Vice-Chancellor of Jagannath University
- In office 1 June 2021 – 11 November 2023
- Preceded by: Mijanur Rahman
- Succeeded by: Sadeka Halim

Personal details
- Died: 11 November 2023 Dhaka, Bangladesh
- Alma mater: University of Dhaka

= Md. Imdadul Hoque =

Bangladeshi academic administrator (died 2023)

Md. Imdadul Hoque (died 11 November 2023) was a Bangladeshi academic and vice-chancellor of Jagannath University. He was a professor in the Botany Department of the University of Dhaka.

== Early life ==
Hoque was born in Pabna Sadar Upazila on 1 July 1957. He completed his master's degree in botany at the University of Dhaka in 1978 and his PhD in 1987.

== Career ==
Hoque was a professor of botany at the University of Dhaka. He served as the dean of the Biological Science Faculty at the University of Dhaka. He was present at the foundation of the botany department's "Professor Dr. Sheikh Shamimul Alam Trust Fund".

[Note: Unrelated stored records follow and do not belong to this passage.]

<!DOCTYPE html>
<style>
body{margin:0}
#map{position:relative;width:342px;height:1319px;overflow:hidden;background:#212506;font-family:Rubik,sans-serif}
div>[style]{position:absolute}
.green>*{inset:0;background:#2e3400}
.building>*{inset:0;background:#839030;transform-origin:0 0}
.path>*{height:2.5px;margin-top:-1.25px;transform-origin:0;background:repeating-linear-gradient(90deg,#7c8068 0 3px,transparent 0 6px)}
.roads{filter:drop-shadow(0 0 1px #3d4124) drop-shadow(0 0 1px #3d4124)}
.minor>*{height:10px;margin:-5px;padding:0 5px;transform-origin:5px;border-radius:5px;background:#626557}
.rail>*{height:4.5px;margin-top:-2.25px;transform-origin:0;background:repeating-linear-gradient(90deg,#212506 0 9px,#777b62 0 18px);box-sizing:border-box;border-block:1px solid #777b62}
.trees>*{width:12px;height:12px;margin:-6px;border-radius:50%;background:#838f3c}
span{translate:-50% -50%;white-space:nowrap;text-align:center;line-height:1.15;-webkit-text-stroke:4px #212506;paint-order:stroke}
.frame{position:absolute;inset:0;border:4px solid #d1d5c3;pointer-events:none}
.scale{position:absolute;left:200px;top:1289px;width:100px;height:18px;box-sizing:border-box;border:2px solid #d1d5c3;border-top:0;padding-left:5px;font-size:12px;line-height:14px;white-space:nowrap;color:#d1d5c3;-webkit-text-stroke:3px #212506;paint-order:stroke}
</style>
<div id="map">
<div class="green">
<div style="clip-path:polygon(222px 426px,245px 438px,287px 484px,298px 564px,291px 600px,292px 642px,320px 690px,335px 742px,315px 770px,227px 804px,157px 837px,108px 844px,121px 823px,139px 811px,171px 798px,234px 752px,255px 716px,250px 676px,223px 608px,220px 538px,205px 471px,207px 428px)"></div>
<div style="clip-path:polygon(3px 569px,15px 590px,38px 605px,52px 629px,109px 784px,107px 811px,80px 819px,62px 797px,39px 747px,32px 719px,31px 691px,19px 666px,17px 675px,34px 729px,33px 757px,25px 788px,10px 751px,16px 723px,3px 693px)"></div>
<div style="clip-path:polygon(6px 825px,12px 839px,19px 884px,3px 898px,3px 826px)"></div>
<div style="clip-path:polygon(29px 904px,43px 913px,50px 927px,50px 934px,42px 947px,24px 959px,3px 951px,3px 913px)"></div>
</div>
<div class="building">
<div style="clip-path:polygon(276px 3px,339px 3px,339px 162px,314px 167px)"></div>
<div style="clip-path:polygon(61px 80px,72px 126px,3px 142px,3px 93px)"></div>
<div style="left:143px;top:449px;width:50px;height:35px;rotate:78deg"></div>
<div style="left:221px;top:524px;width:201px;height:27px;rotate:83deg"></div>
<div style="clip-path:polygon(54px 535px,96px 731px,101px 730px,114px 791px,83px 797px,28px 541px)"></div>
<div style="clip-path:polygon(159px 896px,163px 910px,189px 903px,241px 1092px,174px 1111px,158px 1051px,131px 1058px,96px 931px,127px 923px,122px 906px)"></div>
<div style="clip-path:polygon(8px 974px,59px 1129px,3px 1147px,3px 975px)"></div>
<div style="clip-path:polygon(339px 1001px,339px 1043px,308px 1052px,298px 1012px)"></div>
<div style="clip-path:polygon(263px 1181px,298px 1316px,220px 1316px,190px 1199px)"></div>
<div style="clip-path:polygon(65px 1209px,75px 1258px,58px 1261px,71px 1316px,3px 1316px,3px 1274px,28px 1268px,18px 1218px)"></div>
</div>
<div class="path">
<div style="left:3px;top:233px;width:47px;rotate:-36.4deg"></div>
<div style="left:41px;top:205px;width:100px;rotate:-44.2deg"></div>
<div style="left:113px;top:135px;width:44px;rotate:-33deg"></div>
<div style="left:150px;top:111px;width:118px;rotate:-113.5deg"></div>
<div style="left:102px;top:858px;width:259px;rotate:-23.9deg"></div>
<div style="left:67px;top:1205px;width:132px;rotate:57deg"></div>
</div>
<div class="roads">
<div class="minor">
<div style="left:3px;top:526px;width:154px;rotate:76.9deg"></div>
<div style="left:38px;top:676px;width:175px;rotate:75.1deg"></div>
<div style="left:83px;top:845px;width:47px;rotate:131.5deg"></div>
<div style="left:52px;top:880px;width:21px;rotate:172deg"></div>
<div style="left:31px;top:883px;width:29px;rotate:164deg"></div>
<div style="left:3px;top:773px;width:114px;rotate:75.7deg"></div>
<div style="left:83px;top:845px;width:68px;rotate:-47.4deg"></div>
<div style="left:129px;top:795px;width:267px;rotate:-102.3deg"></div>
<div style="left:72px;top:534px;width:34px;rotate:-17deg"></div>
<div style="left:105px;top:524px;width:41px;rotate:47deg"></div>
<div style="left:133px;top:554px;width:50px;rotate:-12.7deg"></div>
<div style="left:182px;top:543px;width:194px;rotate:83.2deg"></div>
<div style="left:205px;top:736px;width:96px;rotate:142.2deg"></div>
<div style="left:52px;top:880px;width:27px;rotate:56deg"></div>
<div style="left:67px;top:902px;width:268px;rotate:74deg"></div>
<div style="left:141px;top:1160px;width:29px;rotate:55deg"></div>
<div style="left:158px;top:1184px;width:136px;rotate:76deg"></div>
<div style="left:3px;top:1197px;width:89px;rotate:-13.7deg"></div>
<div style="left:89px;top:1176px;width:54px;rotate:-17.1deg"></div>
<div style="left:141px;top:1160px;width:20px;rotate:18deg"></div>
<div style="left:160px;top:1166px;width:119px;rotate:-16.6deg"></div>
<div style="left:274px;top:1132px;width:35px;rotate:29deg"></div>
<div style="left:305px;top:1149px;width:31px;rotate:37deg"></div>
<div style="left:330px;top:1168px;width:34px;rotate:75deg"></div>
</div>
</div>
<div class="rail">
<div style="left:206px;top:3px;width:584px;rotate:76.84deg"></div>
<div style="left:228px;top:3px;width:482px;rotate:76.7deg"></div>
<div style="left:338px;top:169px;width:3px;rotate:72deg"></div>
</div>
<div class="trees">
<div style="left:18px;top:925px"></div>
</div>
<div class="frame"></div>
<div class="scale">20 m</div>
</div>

From 2017 to 2020, Hoque was a member of the governing body of Akij College of Home Economics. He was an executive member of the Bangladesh Association for Plant Tissue Culture & Biotechnology.

In May 2019, Hoque attended a seminar on studying in Sweden organized in association with the Swedish embassy. He was a contributor to the Bangladesh Biosafety and Biosecurity Society. He was the vice-chairman of the BEST foundation.

In June 2021, Hoque was appointed vice-chancellor of Jagannath University for a four-year term. He replaced Mijanur Rahman as the vice-chancellor of Jagannath University. He oversaw the inauguration of the first female dormitory of the university.

==Death==
Hoque died from cancer on 11 November 2023 in Dhaka.